TASK PROMPT: Write the entries below out again without a single difference.

----------

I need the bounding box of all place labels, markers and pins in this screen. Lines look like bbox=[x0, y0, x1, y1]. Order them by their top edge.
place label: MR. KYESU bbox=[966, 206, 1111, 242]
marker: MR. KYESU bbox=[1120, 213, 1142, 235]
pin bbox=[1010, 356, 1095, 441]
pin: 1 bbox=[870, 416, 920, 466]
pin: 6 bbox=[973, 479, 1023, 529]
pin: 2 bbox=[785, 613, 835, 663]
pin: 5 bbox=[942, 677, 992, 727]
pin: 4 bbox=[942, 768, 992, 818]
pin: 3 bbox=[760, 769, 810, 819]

----------

RESPONSE AREA:
I need the bounding box of all place labels, markers and pins in this screen. Lines look like bbox=[x0, y0, x1, y1]. Order them by their top edge.
place label: MR. KYESU bbox=[966, 206, 1111, 242]
marker: MR. KYESU bbox=[1120, 213, 1142, 235]
pin bbox=[1010, 356, 1095, 441]
pin: 1 bbox=[870, 416, 920, 466]
pin: 6 bbox=[973, 479, 1023, 529]
pin: 2 bbox=[785, 613, 835, 663]
pin: 5 bbox=[942, 677, 992, 727]
pin: 4 bbox=[942, 768, 992, 818]
pin: 3 bbox=[760, 769, 810, 819]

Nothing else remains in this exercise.